» About this task
What is needed is a copy of each line in the listing that contains "absolute".

________

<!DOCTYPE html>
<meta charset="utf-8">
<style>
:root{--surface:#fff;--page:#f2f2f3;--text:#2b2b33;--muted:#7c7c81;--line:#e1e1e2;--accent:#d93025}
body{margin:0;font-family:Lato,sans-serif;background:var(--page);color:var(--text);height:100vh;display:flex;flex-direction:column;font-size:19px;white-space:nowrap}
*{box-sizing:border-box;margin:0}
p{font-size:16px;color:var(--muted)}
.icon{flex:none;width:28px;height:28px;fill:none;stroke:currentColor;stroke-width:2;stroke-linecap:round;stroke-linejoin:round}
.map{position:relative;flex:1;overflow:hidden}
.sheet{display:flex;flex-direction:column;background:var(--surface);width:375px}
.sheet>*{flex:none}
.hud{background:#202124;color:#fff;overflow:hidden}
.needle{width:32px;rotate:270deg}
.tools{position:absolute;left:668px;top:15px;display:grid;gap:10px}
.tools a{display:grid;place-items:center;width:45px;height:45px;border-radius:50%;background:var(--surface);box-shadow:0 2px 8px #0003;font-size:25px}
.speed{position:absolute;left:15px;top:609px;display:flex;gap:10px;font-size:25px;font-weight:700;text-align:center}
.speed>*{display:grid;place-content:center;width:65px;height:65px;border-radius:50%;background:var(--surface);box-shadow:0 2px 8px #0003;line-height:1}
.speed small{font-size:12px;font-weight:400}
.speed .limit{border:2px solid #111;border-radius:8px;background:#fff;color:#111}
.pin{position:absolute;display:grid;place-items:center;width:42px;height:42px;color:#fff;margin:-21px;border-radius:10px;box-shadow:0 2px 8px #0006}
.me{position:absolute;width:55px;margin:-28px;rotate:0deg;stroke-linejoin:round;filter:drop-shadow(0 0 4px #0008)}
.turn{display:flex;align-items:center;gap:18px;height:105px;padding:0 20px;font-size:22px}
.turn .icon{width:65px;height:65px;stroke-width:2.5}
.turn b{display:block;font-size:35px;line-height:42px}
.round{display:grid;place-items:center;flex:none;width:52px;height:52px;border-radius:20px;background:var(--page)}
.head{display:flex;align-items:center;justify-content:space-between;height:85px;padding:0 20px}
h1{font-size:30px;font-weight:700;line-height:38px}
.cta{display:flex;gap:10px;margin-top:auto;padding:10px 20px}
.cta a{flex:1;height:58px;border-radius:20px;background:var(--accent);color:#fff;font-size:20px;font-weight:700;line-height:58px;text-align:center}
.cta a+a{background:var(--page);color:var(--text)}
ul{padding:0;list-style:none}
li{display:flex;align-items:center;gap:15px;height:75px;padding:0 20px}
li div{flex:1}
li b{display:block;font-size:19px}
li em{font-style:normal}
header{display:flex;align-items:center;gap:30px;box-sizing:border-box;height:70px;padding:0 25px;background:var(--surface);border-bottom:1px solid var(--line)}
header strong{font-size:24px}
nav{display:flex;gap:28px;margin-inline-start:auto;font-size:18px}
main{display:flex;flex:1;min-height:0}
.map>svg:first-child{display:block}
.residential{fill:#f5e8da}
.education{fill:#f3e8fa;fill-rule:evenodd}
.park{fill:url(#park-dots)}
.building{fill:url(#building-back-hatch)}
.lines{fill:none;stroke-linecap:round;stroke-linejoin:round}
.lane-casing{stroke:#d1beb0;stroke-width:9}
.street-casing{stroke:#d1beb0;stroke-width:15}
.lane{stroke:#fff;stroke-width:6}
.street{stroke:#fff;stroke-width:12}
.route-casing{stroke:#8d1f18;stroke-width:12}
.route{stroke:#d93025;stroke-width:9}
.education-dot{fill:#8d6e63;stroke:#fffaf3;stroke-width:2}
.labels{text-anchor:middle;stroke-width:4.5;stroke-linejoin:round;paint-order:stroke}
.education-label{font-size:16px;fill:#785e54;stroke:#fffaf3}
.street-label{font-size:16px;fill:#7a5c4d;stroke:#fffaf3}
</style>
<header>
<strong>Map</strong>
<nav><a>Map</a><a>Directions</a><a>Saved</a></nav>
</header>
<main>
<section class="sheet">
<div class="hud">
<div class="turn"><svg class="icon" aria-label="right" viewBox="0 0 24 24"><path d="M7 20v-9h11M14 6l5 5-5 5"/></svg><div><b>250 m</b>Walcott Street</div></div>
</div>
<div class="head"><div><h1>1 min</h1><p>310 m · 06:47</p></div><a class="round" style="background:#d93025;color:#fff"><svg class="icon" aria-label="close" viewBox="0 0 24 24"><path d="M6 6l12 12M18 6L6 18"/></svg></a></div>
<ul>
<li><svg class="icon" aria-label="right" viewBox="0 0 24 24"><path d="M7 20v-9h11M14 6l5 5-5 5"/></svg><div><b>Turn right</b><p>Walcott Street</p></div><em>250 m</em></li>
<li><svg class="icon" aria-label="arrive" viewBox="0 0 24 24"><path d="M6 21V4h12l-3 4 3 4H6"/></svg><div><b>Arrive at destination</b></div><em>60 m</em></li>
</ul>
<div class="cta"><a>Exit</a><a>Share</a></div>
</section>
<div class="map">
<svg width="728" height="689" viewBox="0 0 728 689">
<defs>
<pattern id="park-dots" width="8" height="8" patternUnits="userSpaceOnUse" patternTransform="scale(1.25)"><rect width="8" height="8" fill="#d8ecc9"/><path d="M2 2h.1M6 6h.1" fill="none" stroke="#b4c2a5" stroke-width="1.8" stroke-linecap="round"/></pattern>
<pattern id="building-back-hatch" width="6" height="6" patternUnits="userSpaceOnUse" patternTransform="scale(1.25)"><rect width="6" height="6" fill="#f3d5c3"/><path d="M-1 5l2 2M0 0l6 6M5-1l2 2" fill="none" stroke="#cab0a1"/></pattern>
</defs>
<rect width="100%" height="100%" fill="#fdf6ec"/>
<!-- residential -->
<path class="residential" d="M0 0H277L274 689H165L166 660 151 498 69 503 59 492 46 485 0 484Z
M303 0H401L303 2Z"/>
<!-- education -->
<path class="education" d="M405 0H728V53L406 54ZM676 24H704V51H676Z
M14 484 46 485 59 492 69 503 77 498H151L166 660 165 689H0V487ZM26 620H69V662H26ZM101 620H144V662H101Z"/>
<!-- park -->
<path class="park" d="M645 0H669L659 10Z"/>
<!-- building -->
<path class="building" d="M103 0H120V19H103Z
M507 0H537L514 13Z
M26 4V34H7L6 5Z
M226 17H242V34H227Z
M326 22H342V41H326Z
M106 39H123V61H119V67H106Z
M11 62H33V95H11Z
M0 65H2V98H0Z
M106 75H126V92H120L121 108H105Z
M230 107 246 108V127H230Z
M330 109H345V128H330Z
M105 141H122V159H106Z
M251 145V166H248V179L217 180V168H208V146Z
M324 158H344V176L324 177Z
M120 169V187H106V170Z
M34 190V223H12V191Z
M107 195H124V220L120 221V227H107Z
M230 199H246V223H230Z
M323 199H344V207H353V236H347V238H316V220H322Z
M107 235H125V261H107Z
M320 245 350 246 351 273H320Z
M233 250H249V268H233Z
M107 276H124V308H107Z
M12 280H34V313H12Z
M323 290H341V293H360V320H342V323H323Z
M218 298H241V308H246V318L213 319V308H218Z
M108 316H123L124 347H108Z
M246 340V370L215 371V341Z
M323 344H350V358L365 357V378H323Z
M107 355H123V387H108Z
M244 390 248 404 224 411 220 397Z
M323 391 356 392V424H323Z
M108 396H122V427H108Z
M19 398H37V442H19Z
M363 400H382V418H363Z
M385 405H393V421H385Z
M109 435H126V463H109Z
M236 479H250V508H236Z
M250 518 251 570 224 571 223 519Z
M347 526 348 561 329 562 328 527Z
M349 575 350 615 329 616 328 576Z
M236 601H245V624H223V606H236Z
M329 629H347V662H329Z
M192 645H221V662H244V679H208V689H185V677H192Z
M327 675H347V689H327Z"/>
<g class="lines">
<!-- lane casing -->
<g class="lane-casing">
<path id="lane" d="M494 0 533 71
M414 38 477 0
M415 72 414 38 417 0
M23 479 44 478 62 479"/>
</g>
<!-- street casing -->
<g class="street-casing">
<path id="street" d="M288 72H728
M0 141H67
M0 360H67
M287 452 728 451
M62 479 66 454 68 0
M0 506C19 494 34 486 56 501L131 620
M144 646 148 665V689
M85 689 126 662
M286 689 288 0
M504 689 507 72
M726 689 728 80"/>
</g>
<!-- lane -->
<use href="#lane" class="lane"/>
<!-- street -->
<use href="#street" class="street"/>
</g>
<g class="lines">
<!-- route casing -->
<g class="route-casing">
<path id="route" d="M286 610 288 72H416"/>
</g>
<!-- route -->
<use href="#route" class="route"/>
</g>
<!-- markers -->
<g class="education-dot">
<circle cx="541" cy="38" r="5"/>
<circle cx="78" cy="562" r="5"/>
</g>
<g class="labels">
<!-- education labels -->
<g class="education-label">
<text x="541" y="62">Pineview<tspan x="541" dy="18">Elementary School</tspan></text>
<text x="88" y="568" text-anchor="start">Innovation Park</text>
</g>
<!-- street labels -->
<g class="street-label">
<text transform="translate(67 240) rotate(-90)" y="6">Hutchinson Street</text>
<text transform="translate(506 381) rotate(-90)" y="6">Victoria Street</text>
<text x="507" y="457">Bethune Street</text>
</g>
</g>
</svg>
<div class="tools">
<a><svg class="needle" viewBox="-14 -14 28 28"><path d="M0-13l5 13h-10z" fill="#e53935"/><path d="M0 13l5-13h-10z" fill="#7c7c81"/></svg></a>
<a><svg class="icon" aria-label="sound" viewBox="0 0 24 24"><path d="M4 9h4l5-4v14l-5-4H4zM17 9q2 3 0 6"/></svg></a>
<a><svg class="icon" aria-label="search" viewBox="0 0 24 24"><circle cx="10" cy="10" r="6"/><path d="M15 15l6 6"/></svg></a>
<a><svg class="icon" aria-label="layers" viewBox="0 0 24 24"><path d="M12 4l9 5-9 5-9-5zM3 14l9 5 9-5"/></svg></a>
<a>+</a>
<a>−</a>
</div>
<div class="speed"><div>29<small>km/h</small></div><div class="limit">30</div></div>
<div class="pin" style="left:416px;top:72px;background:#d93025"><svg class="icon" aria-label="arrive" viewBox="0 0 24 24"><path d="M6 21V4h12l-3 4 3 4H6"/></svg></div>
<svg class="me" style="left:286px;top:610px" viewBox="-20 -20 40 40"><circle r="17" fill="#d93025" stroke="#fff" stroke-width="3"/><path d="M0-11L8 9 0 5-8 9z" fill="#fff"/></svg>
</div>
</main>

________

» Reply
.tools{position:absolute;left:668px;top:15px;display:grid;gap:10px}
.speed{position:absolute;left:15px;top:609px;display:flex;gap:10px;font-size:25px;font-weight:700;text-align:center}
.pin{position:absolute;display:grid;place-items:center;width:42px;height:42px;color:#fff;margin:-21px;border-radius:10px;box-shadow:0 2px 8px #0006}
.me{position:absolute;width:55px;margin:-28px;rotate:0deg;stroke-linejoin:round;filter:drop-shadow(0 0 4px #0008)}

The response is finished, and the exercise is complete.